* [What the task requires]: Check the entries below and say how many lines include the word "linecap". No other text is wanted.

* [Exercise inputs]:
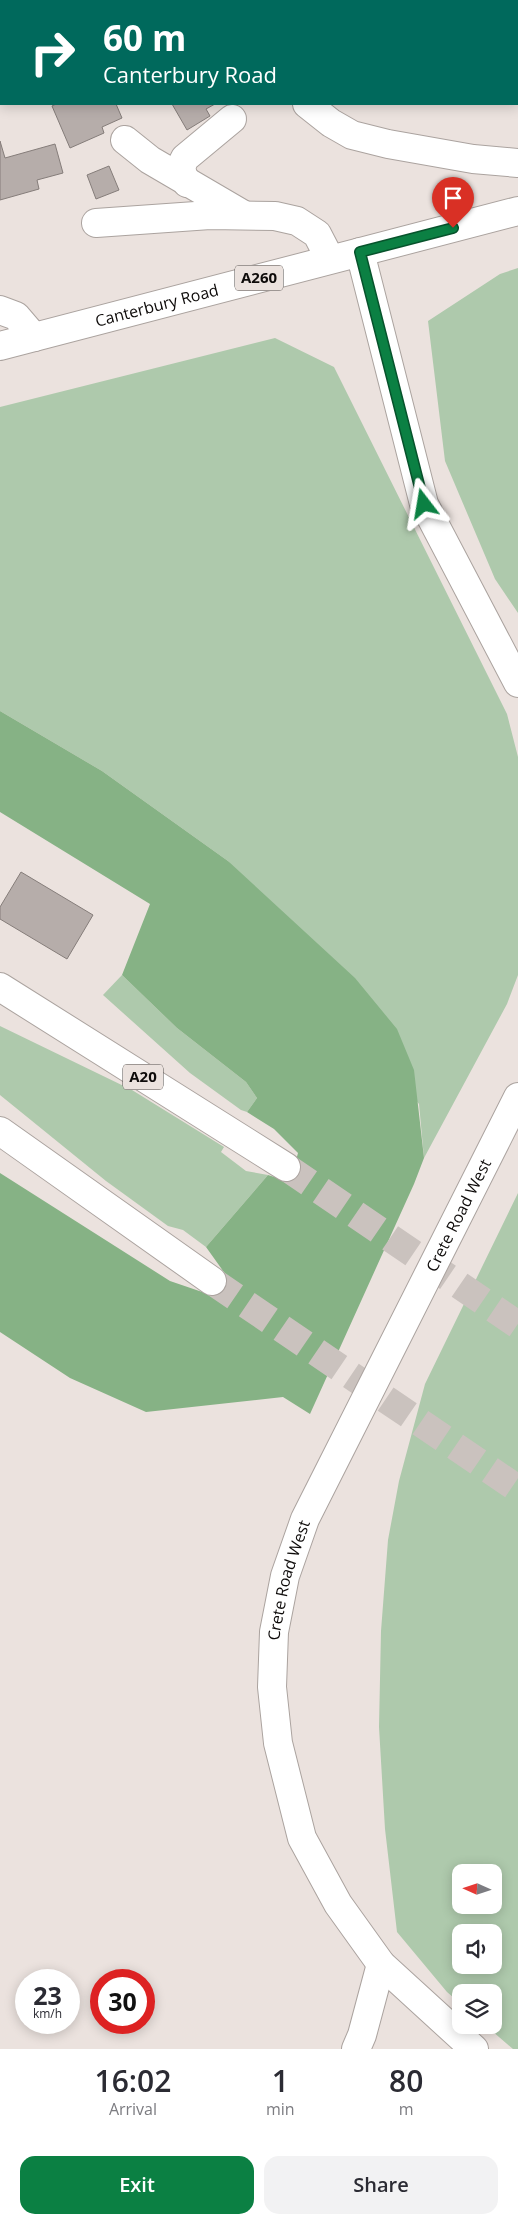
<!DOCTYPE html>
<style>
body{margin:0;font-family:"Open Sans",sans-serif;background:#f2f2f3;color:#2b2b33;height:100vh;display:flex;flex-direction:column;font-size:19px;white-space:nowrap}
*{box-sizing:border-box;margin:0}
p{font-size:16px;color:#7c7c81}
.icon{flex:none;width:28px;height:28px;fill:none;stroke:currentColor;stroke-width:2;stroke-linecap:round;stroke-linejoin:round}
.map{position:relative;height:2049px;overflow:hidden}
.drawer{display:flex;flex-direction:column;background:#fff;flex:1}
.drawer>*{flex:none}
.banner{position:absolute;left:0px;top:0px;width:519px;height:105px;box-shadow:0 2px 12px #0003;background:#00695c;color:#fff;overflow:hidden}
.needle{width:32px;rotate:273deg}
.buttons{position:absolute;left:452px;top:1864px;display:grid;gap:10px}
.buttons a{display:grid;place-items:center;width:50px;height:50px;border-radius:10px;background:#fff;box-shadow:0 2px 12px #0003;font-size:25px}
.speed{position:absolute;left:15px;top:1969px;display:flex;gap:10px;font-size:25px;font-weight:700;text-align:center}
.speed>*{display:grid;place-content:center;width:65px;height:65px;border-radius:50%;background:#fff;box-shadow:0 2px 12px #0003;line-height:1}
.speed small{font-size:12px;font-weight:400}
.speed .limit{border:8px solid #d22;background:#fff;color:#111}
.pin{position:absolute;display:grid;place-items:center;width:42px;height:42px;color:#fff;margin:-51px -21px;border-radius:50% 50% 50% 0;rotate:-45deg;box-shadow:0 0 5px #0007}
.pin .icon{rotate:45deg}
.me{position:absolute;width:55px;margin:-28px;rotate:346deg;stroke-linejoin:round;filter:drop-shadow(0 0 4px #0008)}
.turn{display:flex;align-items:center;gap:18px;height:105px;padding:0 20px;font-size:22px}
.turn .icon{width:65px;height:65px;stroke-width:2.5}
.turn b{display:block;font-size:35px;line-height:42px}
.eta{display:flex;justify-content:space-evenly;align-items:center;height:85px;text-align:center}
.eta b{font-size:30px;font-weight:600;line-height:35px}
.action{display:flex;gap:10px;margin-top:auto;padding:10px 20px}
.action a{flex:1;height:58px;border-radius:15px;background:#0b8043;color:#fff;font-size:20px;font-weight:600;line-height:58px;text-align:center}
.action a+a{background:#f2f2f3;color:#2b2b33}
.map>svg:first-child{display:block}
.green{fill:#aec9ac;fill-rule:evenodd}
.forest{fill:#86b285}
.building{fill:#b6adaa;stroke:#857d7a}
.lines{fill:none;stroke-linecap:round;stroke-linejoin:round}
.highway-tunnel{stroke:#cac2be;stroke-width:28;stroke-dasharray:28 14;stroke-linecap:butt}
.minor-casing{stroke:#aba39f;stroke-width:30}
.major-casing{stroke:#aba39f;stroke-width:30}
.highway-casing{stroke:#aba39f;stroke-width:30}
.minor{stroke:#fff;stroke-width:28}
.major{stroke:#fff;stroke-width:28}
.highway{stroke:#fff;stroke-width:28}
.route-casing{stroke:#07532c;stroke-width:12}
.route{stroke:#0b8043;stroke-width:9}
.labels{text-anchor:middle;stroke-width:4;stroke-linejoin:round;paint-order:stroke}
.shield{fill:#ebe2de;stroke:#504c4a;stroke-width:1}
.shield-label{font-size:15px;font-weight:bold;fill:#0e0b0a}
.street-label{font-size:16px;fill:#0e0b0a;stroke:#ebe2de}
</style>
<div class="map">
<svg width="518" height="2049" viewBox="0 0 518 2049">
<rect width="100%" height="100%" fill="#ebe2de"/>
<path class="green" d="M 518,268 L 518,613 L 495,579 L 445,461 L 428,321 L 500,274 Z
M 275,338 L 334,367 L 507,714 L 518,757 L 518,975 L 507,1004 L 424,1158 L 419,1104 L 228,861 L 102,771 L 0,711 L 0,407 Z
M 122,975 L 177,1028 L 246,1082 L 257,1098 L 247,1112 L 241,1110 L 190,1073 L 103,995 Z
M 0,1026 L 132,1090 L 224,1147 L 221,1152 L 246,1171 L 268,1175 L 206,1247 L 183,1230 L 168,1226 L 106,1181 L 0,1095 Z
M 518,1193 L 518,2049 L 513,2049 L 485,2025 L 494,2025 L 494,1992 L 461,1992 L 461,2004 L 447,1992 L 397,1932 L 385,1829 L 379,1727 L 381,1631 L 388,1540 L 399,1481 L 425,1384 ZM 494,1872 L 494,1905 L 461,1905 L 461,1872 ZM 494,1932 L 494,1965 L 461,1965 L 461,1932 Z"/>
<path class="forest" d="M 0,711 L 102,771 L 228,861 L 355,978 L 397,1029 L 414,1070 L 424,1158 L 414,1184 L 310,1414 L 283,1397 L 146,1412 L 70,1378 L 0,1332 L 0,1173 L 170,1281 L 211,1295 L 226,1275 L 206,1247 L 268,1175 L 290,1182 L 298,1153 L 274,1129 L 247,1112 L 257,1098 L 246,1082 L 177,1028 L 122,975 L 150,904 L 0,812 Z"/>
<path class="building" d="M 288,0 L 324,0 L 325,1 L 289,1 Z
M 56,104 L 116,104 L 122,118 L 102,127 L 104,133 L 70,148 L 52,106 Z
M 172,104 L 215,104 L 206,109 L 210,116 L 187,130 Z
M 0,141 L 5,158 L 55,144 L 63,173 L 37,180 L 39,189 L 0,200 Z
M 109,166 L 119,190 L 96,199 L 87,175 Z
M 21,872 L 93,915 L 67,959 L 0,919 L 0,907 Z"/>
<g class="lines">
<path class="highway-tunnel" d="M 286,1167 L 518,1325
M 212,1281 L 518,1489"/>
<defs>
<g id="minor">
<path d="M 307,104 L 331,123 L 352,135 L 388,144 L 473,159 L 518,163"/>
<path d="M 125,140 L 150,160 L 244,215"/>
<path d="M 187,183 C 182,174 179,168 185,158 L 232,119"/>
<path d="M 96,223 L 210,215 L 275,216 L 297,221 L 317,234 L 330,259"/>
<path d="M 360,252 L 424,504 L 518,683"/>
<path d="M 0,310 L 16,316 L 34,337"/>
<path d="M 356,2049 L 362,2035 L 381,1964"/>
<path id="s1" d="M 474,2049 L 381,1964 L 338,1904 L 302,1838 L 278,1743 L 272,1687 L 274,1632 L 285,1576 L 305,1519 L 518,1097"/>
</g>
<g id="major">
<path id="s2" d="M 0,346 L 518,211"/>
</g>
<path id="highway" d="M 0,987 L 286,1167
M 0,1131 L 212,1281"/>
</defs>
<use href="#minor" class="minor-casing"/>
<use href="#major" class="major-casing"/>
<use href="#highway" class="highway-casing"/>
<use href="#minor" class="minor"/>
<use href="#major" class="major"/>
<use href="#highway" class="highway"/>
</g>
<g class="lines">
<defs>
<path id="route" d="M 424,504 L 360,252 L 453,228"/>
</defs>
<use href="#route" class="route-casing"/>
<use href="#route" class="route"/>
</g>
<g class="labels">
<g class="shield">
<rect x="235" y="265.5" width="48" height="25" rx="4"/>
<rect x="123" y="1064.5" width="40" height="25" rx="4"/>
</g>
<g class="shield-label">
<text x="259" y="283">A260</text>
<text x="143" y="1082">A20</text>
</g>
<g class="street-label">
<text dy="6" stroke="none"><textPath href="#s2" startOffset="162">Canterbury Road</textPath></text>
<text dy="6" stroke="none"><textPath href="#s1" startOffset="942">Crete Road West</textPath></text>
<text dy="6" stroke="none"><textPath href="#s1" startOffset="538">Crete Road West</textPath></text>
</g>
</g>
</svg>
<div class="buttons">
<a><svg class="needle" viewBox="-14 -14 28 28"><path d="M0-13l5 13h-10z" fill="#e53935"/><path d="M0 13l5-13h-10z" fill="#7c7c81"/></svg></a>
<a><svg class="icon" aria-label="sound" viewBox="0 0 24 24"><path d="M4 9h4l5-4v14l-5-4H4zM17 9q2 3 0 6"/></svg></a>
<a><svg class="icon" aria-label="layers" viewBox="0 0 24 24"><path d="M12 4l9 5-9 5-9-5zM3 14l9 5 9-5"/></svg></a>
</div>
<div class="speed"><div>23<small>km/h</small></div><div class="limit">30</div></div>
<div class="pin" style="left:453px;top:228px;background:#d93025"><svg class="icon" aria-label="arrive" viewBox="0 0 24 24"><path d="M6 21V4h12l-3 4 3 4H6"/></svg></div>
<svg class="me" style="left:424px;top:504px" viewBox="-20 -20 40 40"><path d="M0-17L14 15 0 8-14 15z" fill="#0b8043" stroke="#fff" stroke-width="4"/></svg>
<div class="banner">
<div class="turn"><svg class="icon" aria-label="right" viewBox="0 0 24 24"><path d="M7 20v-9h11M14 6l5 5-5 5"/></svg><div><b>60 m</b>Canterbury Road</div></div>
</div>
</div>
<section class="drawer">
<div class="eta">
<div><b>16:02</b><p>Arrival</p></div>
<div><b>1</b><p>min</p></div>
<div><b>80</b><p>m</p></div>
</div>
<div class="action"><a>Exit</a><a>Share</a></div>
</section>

* [Written response]: 3